◆ **PROBLEM DETAILS**: Reproduce all records verbatim.

Records excerpted from a collection:
........

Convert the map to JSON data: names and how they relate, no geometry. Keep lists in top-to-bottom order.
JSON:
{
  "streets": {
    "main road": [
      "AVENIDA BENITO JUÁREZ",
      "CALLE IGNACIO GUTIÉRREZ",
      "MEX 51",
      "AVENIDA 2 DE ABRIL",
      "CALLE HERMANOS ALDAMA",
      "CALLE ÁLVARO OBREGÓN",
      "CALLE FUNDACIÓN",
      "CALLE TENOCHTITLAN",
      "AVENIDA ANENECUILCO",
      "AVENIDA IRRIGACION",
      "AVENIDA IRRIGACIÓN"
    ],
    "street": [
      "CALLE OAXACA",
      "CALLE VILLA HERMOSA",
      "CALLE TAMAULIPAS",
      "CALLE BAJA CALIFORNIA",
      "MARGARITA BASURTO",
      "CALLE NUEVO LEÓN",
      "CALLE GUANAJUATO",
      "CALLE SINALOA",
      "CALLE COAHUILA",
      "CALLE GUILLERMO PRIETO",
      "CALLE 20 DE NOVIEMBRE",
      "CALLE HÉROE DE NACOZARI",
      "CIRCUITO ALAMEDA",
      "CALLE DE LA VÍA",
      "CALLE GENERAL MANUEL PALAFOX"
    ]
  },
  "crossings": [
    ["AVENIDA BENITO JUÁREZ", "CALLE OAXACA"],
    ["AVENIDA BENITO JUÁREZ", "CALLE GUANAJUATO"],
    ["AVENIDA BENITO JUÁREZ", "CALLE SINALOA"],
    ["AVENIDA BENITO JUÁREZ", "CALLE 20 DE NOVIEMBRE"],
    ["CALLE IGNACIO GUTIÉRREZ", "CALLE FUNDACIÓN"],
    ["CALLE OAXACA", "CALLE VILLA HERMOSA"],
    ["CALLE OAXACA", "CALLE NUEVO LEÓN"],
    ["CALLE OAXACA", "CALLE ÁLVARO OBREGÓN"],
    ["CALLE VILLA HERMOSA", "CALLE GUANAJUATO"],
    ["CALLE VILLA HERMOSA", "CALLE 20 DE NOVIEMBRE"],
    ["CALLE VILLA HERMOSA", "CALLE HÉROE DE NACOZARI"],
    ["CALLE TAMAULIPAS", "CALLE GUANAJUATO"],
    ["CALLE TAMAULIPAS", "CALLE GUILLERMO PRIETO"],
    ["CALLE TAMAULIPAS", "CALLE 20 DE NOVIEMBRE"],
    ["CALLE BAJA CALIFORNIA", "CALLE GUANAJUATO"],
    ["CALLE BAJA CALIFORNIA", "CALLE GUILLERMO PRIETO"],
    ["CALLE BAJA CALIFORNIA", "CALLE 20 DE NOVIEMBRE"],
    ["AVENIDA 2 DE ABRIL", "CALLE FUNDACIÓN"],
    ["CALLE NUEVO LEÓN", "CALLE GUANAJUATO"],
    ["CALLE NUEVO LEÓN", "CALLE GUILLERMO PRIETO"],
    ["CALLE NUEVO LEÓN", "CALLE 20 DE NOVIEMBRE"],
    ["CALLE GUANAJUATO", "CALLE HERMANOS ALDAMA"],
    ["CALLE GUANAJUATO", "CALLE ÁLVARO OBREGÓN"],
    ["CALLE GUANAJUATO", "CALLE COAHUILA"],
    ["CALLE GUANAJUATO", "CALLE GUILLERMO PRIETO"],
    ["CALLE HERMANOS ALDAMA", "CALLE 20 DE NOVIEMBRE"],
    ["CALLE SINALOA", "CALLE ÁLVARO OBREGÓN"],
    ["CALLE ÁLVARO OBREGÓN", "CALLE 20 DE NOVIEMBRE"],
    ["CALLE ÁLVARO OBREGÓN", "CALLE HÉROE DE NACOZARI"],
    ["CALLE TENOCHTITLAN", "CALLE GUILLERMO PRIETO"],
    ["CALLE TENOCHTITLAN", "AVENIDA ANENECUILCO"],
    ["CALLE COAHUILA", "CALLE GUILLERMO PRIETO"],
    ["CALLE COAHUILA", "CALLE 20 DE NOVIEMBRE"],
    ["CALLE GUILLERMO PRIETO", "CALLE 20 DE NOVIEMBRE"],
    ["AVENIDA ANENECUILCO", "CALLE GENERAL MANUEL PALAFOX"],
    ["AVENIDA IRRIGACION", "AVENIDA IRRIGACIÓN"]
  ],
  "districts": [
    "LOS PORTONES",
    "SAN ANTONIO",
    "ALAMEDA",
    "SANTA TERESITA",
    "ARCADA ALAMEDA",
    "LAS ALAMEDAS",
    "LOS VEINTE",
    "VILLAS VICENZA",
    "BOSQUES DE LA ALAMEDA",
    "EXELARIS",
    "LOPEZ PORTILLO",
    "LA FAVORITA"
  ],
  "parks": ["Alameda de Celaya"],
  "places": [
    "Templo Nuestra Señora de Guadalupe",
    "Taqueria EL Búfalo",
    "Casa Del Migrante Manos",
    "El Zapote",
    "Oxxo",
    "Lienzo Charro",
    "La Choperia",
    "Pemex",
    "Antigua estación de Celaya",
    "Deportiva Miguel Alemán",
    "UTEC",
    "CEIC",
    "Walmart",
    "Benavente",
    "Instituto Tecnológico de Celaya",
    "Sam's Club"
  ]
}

........

◆ **ANSWER AREA**:
Convert the map to JSON data: names and how they relate, no geometry. Keep lists in top-to-bottom order.
JSON:
{
  "streets": {
    "main road": [
      "AVENIDA BENITO JUÁREZ",
      "CALLE IGNACIO GUTIÉRREZ",
      "MEX 51",
      "AVENIDA 2 DE ABRIL",
      "CALLE HERMANOS ALDAMA",
      "CALLE ÁLVARO OBREGÓN",
      "CALLE FUNDACIÓN",
      "CALLE TENOCHTITLAN",
      "AVENIDA ANENECUILCO",
      "AVENIDA IRRIGACION",
      "AVENIDA IRRIGACIÓN"
    ],
    "street": [
      "CALLE OAXACA",
      "CALLE VILLA HERMOSA",
      "CALLE TAMAULIPAS",
      "CALLE BAJA CALIFORNIA",
      "MARGARITA BASURTO",
      "CALLE NUEVO LEÓN",
      "CALLE GUANAJUATO",
      "CALLE SINALOA",
      "CALLE COAHUILA",
      "CALLE GUILLERMO PRIETO",
      "CALLE 20 DE NOVIEMBRE",
      "CALLE HÉROE DE NACOZARI",
      "CIRCUITO ALAMEDA",
      "CALLE DE LA VÍA",
      "CALLE GENERAL MANUEL PALAFOX"
    ]
  },
  "crossings": [
    ["AVENIDA BENITO JUÁREZ", "CALLE OAXACA"],
    ["AVENIDA BENITO JUÁREZ", "CALLE GUANAJUATO"],
    ["AVENIDA BENITO JUÁREZ", "CALLE SINALOA"],
    ["AVENIDA BENITO JUÁREZ", "CALLE 20 DE NOVIEMBRE"],
    ["CALLE IGNACIO GUTIÉRREZ", "CALLE FUNDACIÓN"],
    ["CALLE OAXACA", "CALLE VILLA HERMOSA"],
    ["CALLE OAXACA", "CALLE NUEVO LEÓN"],
    ["CALLE OAXACA", "CALLE ÁLVARO OBREGÓN"],
    ["CALLE VILLA HERMOSA", "CALLE GUANAJUATO"],
    ["CALLE VILLA HERMOSA", "CALLE 20 DE NOVIEMBRE"],
    ["CALLE VILLA HERMOSA", "CALLE HÉROE DE NACOZARI"],
    ["CALLE TAMAULIPAS", "CALLE GUANAJUATO"],
    ["CALLE TAMAULIPAS", "CALLE GUILLERMO PRIETO"],
    ["CALLE TAMAULIPAS", "CALLE 20 DE NOVIEMBRE"],
    ["CALLE BAJA CALIFORNIA", "CALLE GUANAJUATO"],
    ["CALLE BAJA CALIFORNIA", "CALLE GUILLERMO PRIETO"],
    ["CALLE BAJA CALIFORNIA", "CALLE 20 DE NOVIEMBRE"],
    ["AVENIDA 2 DE ABRIL", "CALLE FUNDACIÓN"],
    ["CALLE NUEVO LEÓN", "CALLE GUANAJUATO"],
    ["CALLE NUEVO LEÓN", "CALLE GUILLERMO PRIETO"],
    ["CALLE NUEVO LEÓN", "CALLE 20 DE NOVIEMBRE"],
    ["CALLE GUANAJUATO", "CALLE HERMANOS ALDAMA"],
    ["CALLE GUANAJUATO", "CALLE ÁLVARO OBREGÓN"],
    ["CALLE GUANAJUATO", "CALLE COAHUILA"],
    ["CALLE GUANAJUATO", "CALLE GUILLERMO PRIETO"],
    ["CALLE HERMANOS ALDAMA", "CALLE 20 DE NOVIEMBRE"],
    ["CALLE SINALOA", "CALLE ÁLVARO OBREGÓN"],
    ["CALLE ÁLVARO OBREGÓN", "CALLE 20 DE NOVIEMBRE"],
    ["CALLE ÁLVARO OBREGÓN", "CALLE HÉROE DE NACOZARI"],
    ["CALLE TENOCHTITLAN", "CALLE GUILLERMO PRIETO"],
    ["CALLE TENOCHTITLAN", "AVENIDA ANENECUILCO"],
    ["CALLE COAHUILA", "CALLE GUILLERMO PRIETO"],
    ["CALLE COAHUILA", "CALLE 20 DE NOVIEMBRE"],
    ["CALLE GUILLERMO PRIETO", "CALLE 20 DE NOVIEMBRE"],
    ["AVENIDA ANENECUILCO", "CALLE GENERAL MANUEL PALAFOX"],
    ["AVENIDA IRRIGACION", "AVENIDA IRRIGACIÓN"]
  ],
  "districts": [
    "LOS PORTONES",
    "SAN ANTONIO",
    "ALAMEDA",
    "SANTA TERESITA",
    "ARCADA ALAMEDA",
    "LAS ALAMEDAS",
    "LOS VEINTE",
    "VILLAS VICENZA",
    "BOSQUES DE LA ALAMEDA",
    "EXELARIS",
    "LOPEZ PORTILLO",
    "LA FAVORITA"
  ],
  "parks": ["Alameda de Celaya"],
  "places": [
    "Templo Nuestra Señora de Guadalupe",
    "Taqueria EL Búfalo",
    "Casa Del Migrante Manos",
    "El Zapote",
    "Oxxo",
    "Lienzo Charro",
    "La Choperia",
    "Pemex",
    "Antigua estación de Celaya",
    "Deportiva Miguel Alemán",
    "UTEC",
    "CEIC",
    "Walmart",
    "Benavente",
    "Instituto Tecnológico de Celaya",
    "Sam's Club"
  ]
}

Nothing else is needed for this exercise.